§ Task objective
Lines in the listing below that hold "from" are the ones to copy.

§ Data under study
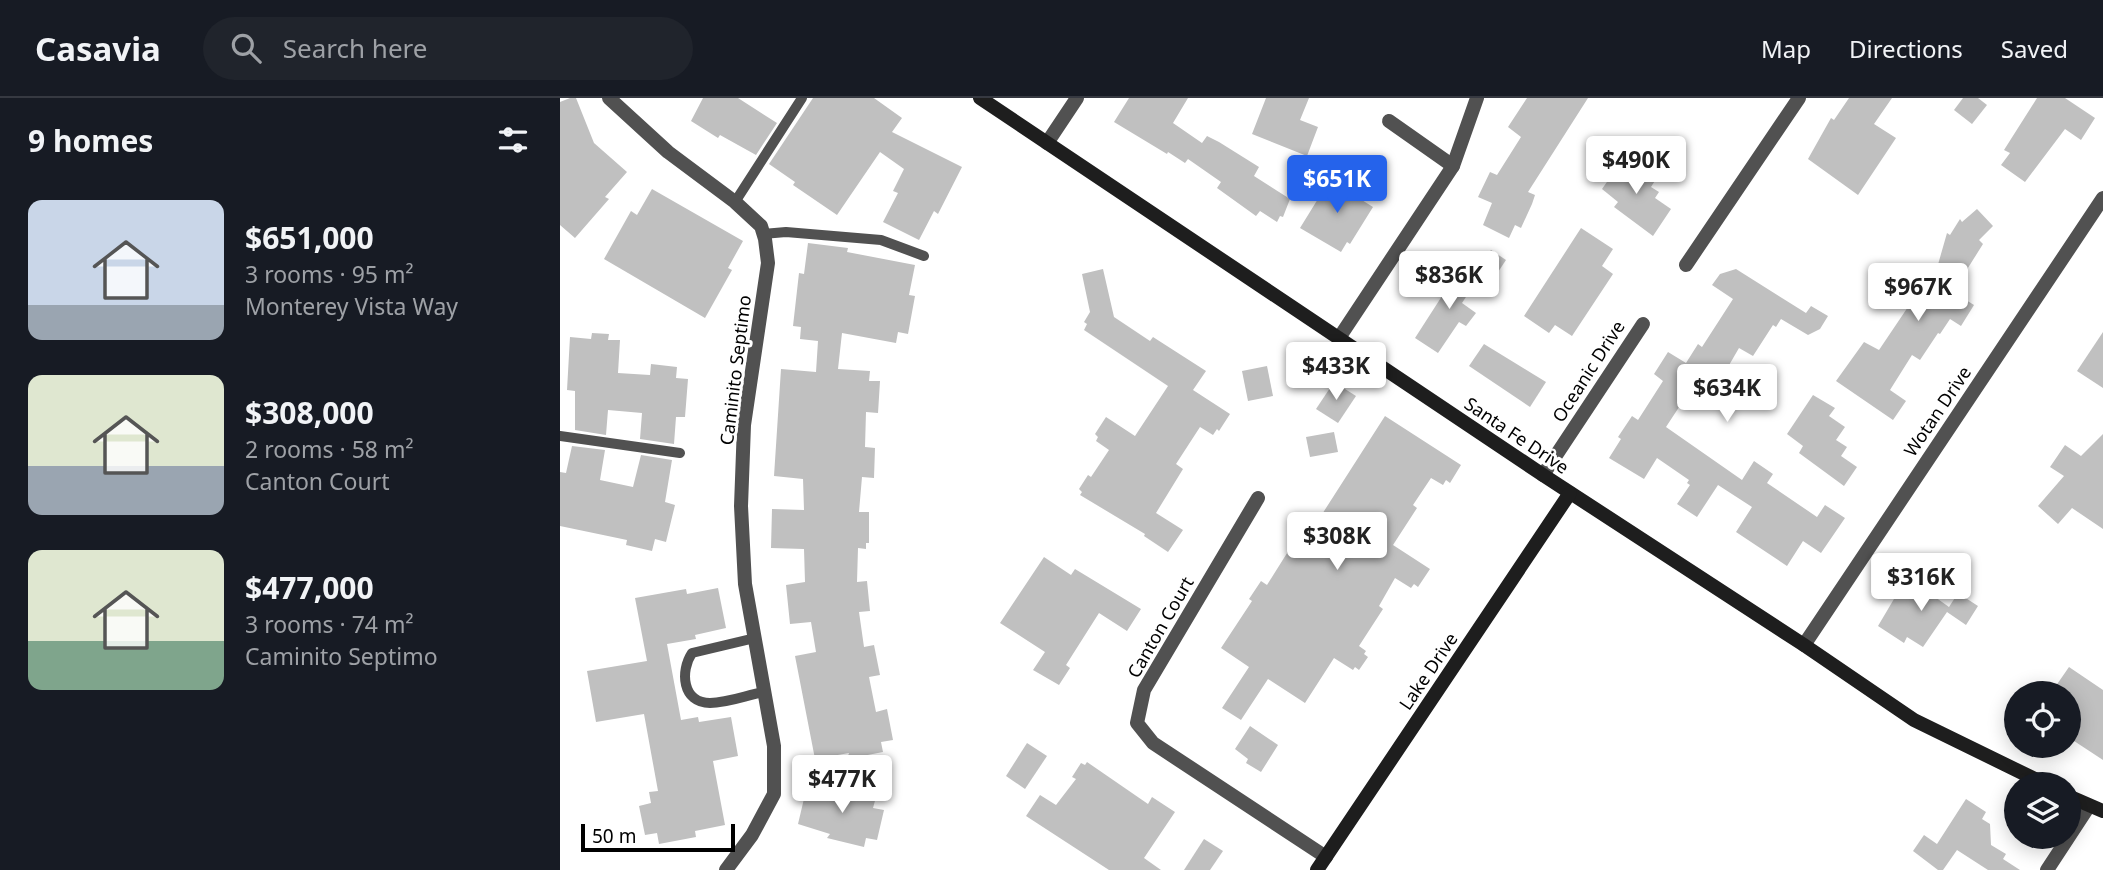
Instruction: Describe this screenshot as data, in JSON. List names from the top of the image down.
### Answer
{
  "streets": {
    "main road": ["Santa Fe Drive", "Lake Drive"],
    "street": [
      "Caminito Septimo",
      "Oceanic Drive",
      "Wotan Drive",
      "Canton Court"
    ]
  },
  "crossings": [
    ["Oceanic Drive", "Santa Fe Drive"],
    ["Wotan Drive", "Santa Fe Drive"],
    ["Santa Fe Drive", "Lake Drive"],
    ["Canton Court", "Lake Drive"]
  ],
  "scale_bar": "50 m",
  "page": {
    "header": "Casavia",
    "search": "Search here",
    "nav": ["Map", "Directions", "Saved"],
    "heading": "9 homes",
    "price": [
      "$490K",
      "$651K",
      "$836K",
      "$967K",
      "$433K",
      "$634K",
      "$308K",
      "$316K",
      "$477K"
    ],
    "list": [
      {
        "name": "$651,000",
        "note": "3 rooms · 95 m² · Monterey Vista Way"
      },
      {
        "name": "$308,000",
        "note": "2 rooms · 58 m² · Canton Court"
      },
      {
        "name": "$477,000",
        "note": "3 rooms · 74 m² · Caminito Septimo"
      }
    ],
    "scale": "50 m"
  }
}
* * *
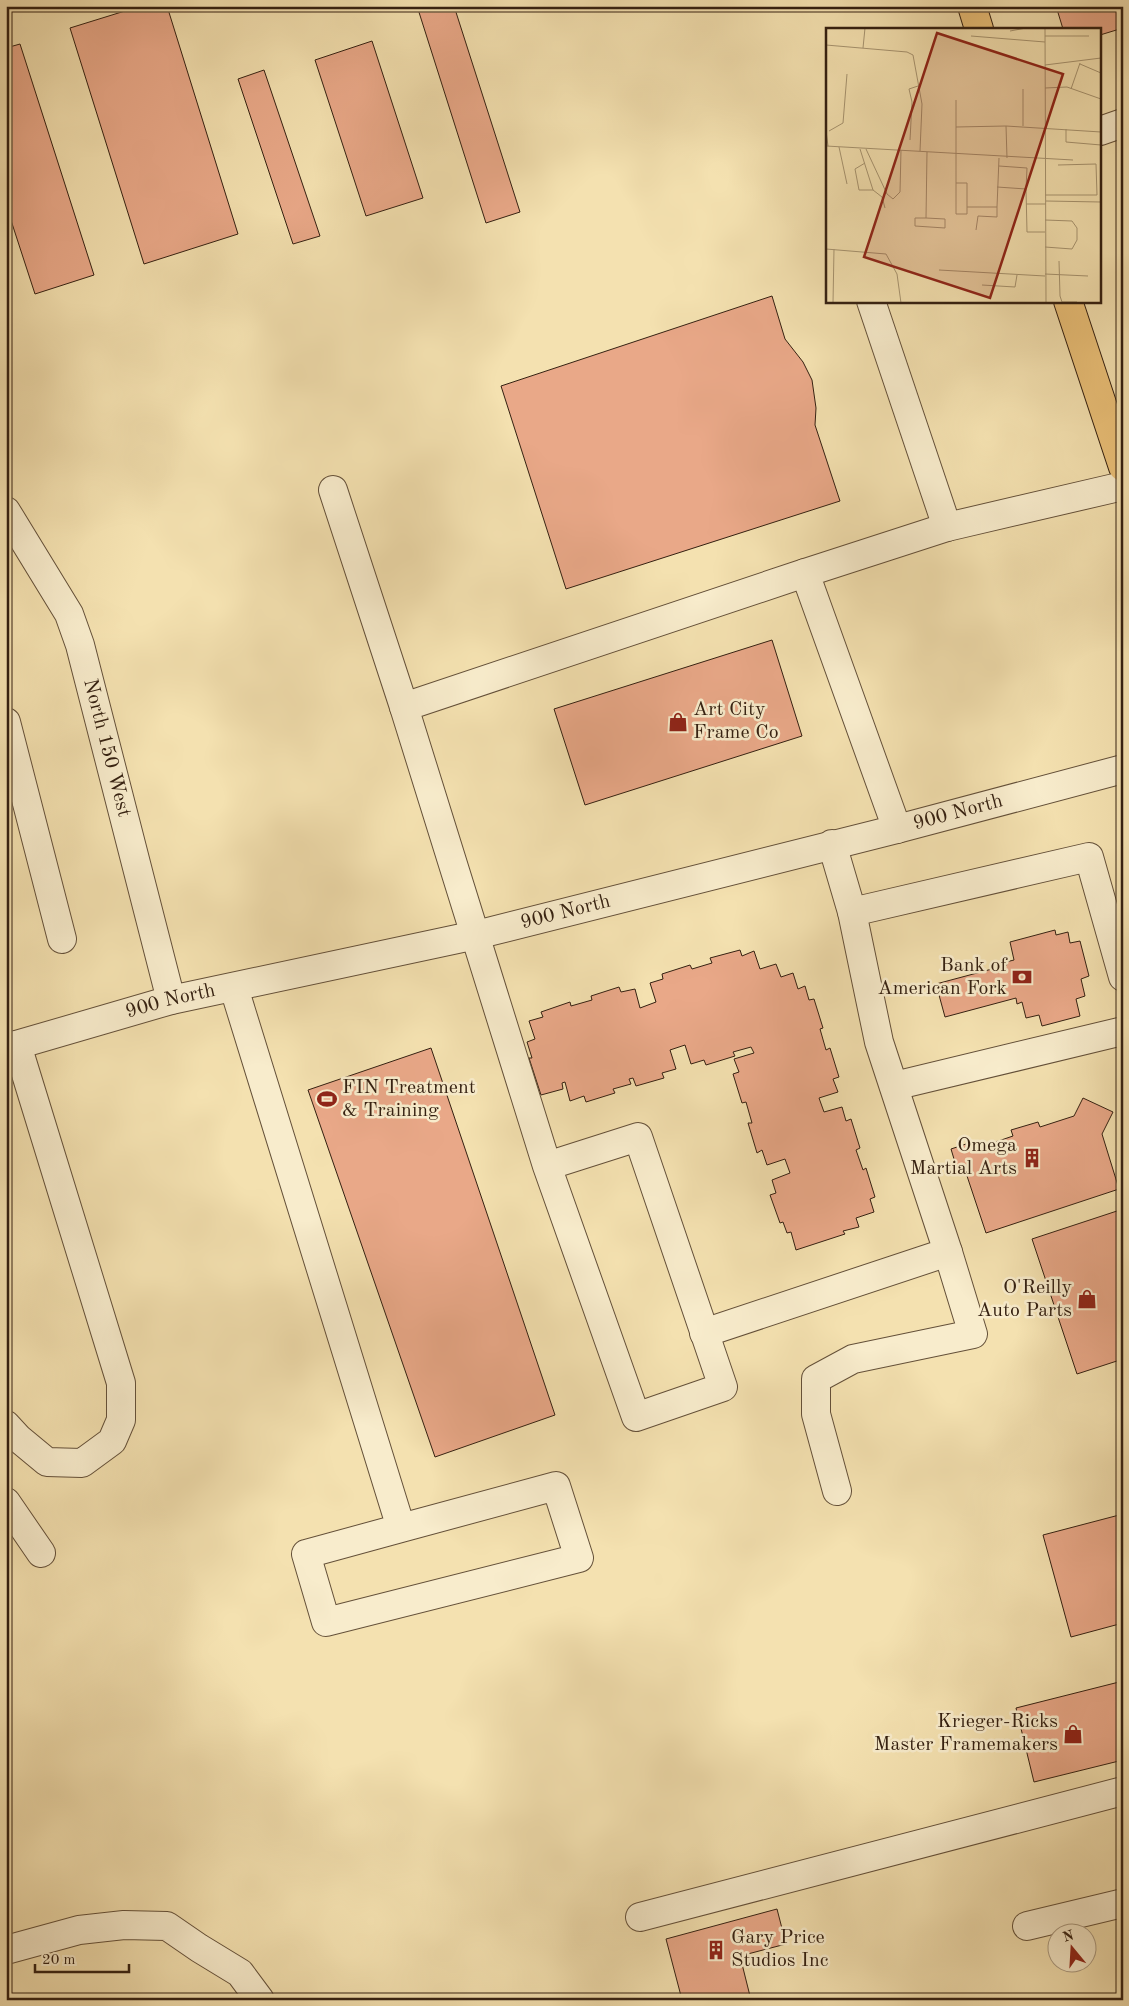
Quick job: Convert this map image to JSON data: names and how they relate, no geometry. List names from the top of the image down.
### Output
---
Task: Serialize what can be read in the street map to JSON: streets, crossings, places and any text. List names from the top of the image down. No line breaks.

§ Answer space
Instruction: Describe this screenshot as data, in JSON. List names from the top of the image down.
Quick job: Convert this map image to JSON data: names and how they relate, no geometry. List names from the top of the image down.
Task: Serialize what can be read in the street map to JSON: streets, crossings, places and any text. List names from the top of the image down. No line breaks.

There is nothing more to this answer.